*** Provided data Section Begins ***

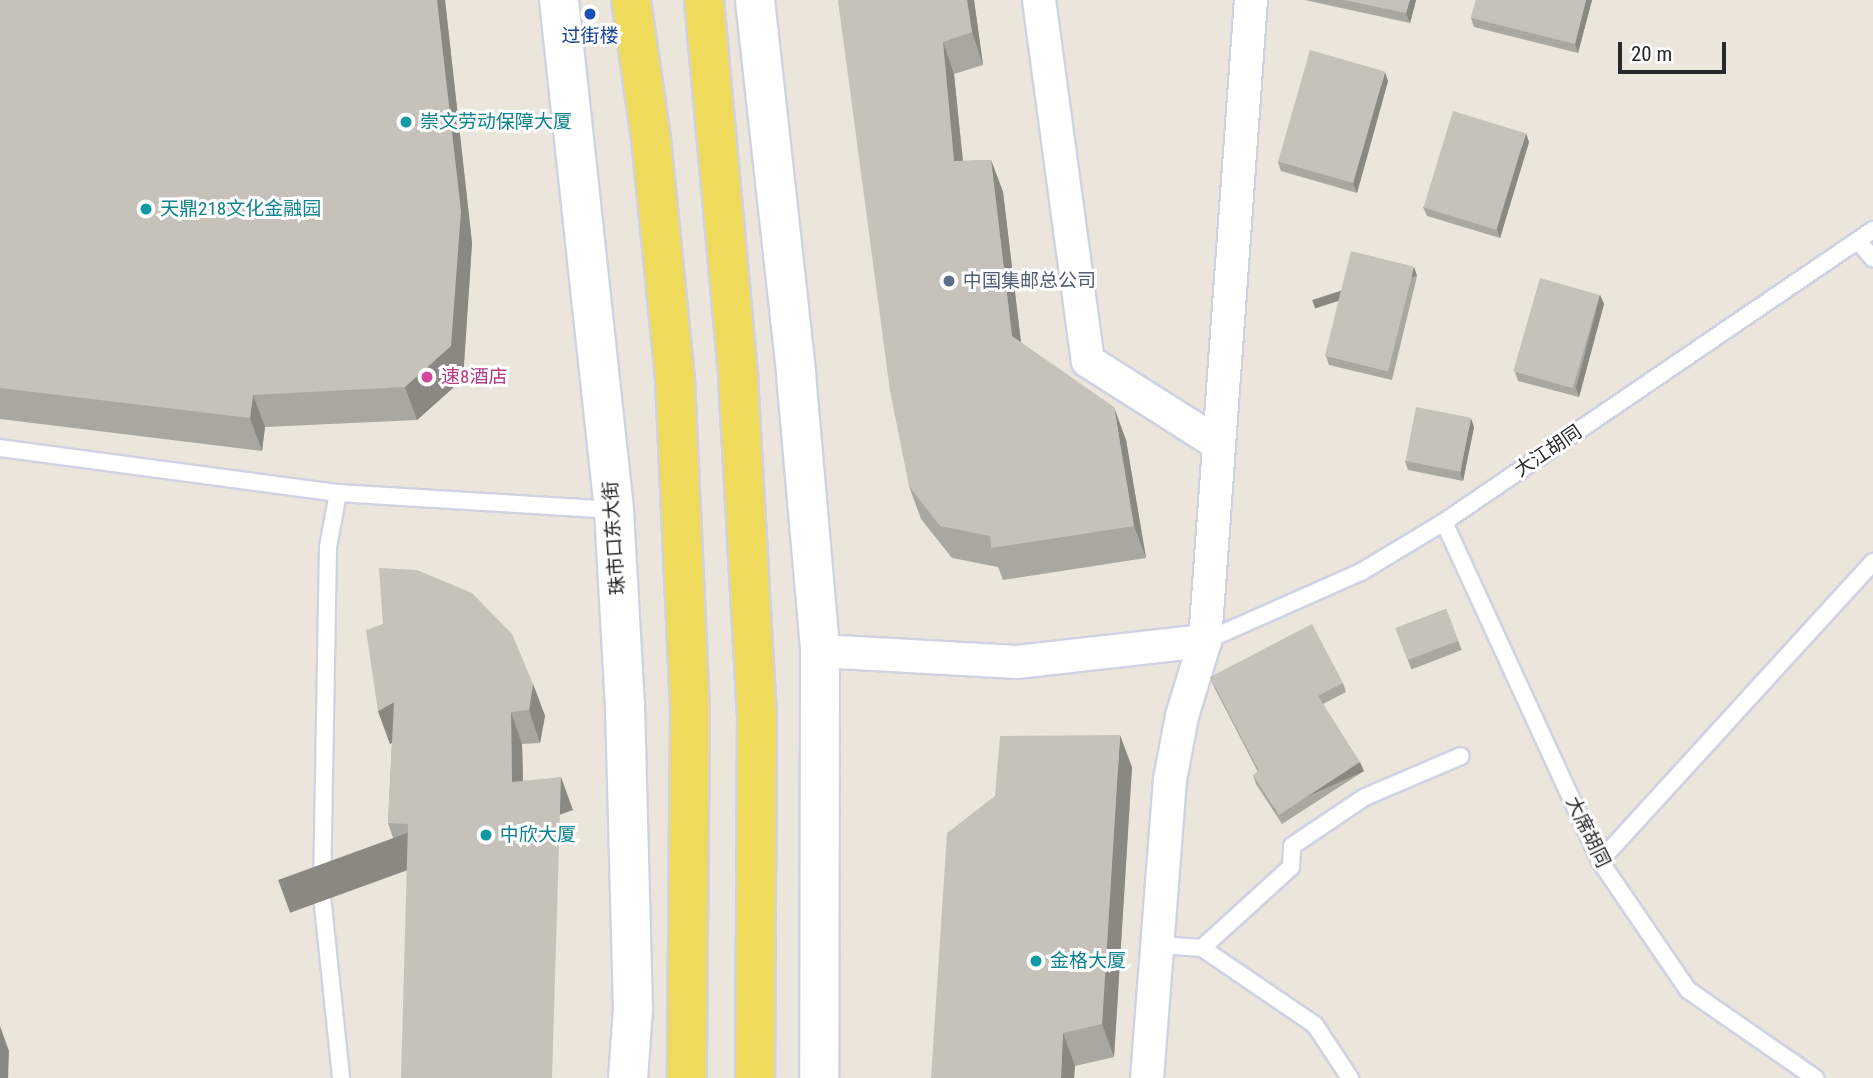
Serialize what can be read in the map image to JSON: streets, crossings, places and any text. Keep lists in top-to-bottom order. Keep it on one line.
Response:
{"streets":{"street":["珠市口东大街"],"lane":["大江胡同","大席胡同"]},"crossings":[["大江胡同","大席胡同"]],"places":["过街楼","崇文劳动保障大厦","天鼎218文化金融园","中国集邮总公司","速8酒店","中欣大厦","金格大厦"],"scale_bar":"20 m"}
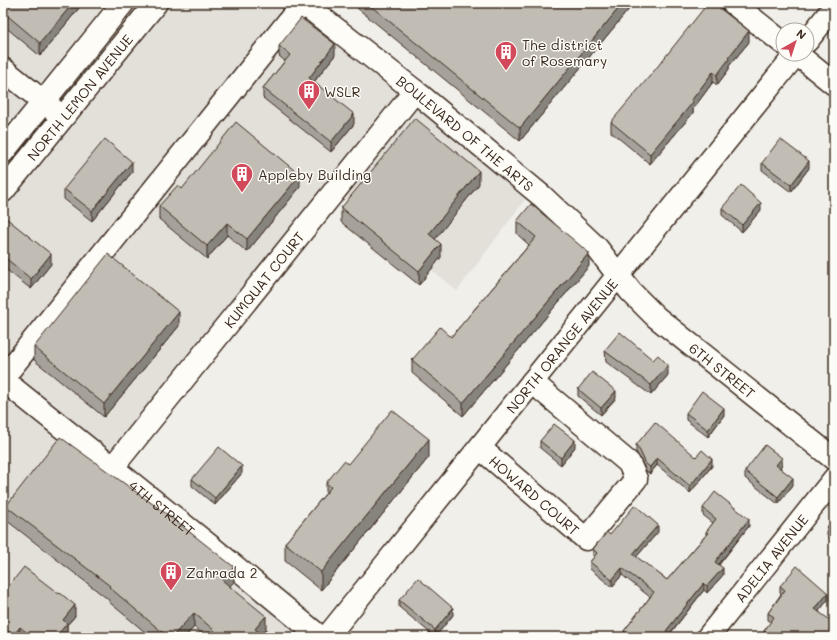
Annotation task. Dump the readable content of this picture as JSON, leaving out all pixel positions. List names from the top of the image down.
{
  "streets": {
    "street": [
      "NORTH LEMON AVENUE",
      "BOULEVARD OF THE ARTS",
      "KUMQUAT COURT",
      "NORTH ORANGE AVENUE",
      "6TH STREET",
      "HOWARD COURT",
      "4TH STREET",
      "ADELIA AVENUE"
    ]
  },
  "crossings": [
    ["BOULEVARD OF THE ARTS", "KUMQUAT COURT"],
    ["BOULEVARD OF THE ARTS", "NORTH ORANGE AVENUE"],
    ["BOULEVARD OF THE ARTS", "6TH STREET"],
    ["KUMQUAT COURT", "4TH STREET"],
    ["NORTH ORANGE AVENUE", "6TH STREET"],
    ["NORTH ORANGE AVENUE", "HOWARD COURT"]
  ],
  "places": {
    "building": [
      "The district of Rosemary",
      "WSLR",
      "Appleby Building",
      "Zahrada 2"
    ]
  },
  "north": "top right"
}
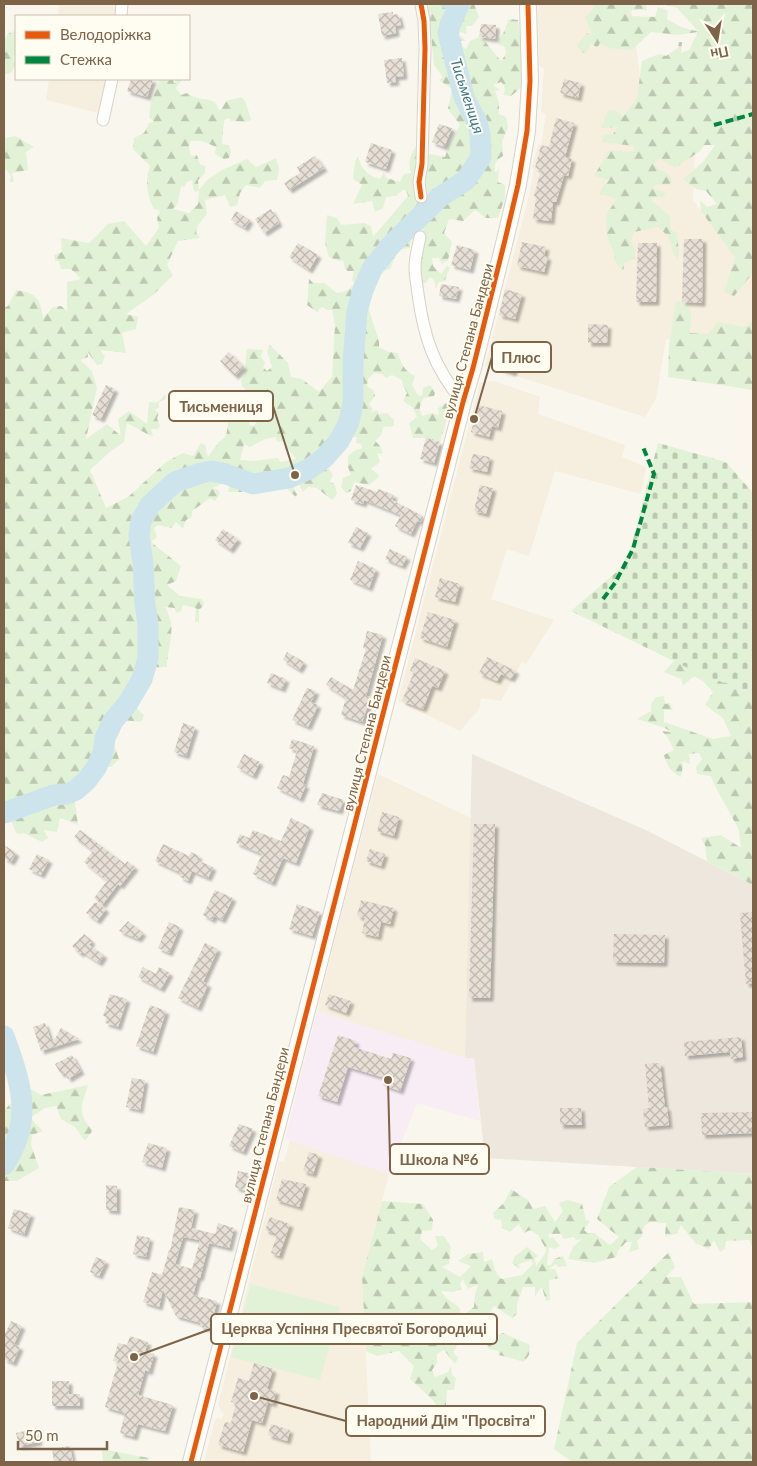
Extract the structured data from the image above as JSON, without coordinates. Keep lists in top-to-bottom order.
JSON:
{
  "streets": {
    "main road": ["вулиця Степана Бандери"]
  },
  "water": ["Тисьмениця"],
  "places": [
    "Плюс",
    "Тисьмениця",
    "Школа №6",
    "Церква Успіння Пресвятої Богородиці",
    "Народний Дім \"Просвіта\""
  ],
  "legend": ["Велодоріжка", "Стежка"],
  "scale_bar": "50 m",
  "north": "bottom"
}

*** Provided data Section Ends ***

Output each line above exactly. Skip the images.

• Solution:
Serialize what can be read in the map image to JSON: streets, crossings, places and any text. Keep lists in top-to-bottom order. Keep it on one line.
Response:
{"streets":{"street":["珠市口东大街"],"lane":["大江胡同","大席胡同"]},"crossings":[["大江胡同","大席胡同"]],"places":["过街楼","崇文劳动保障大厦","天鼎218文化金融园","中国集邮总公司","速8酒店","中欣大厦","金格大厦"],"scale_bar":"20 m"}
Annotation task. Dump the readable content of this picture as JSON, leaving out all pixel positions. List names from the top of the image down.
{
  "streets": {
    "street": [
      "NORTH LEMON AVENUE",
      "BOULEVARD OF THE ARTS",
      "KUMQUAT COURT",
      "NORTH ORANGE AVENUE",
      "6TH STREET",
      "HOWARD COURT",
      "4TH STREET",
      "ADELIA AVENUE"
    ]
  },
  "crossings": [
    ["BOULEVARD OF THE ARTS", "KUMQUAT COURT"],
    ["BOULEVARD OF THE ARTS", "NORTH ORANGE AVENUE"],
    ["BOULEVARD OF THE ARTS", "6TH STREET"],
    ["KUMQUAT COURT", "4TH STREET"],
    ["NORTH ORANGE AVENUE", "6TH STREET"],
    ["NORTH ORANGE AVENUE", "HOWARD COURT"]
  ],
  "places": {
    "building": [
      "The district of Rosemary",
      "WSLR",
      "Appleby Building",
      "Zahrada 2"
    ]
  },
  "north": "top right"
}
Extract the structured data from the image above as JSON, without coordinates. Keep lists in top-to-bottom order.
JSON:
{
  "streets": {
    "main road": ["вулиця Степана Бандери"]
  },
  "water": ["Тисьмениця"],
  "places": [
    "Плюс",
    "Тисьмениця",
    "Школа №6",
    "Церква Успіння Пресвятої Богородиці",
    "Народний Дім \"Просвіта\""
  ],
  "legend": ["Велодоріжка", "Стежка"],
  "scale_bar": "50 m",
  "north": "bottom"
}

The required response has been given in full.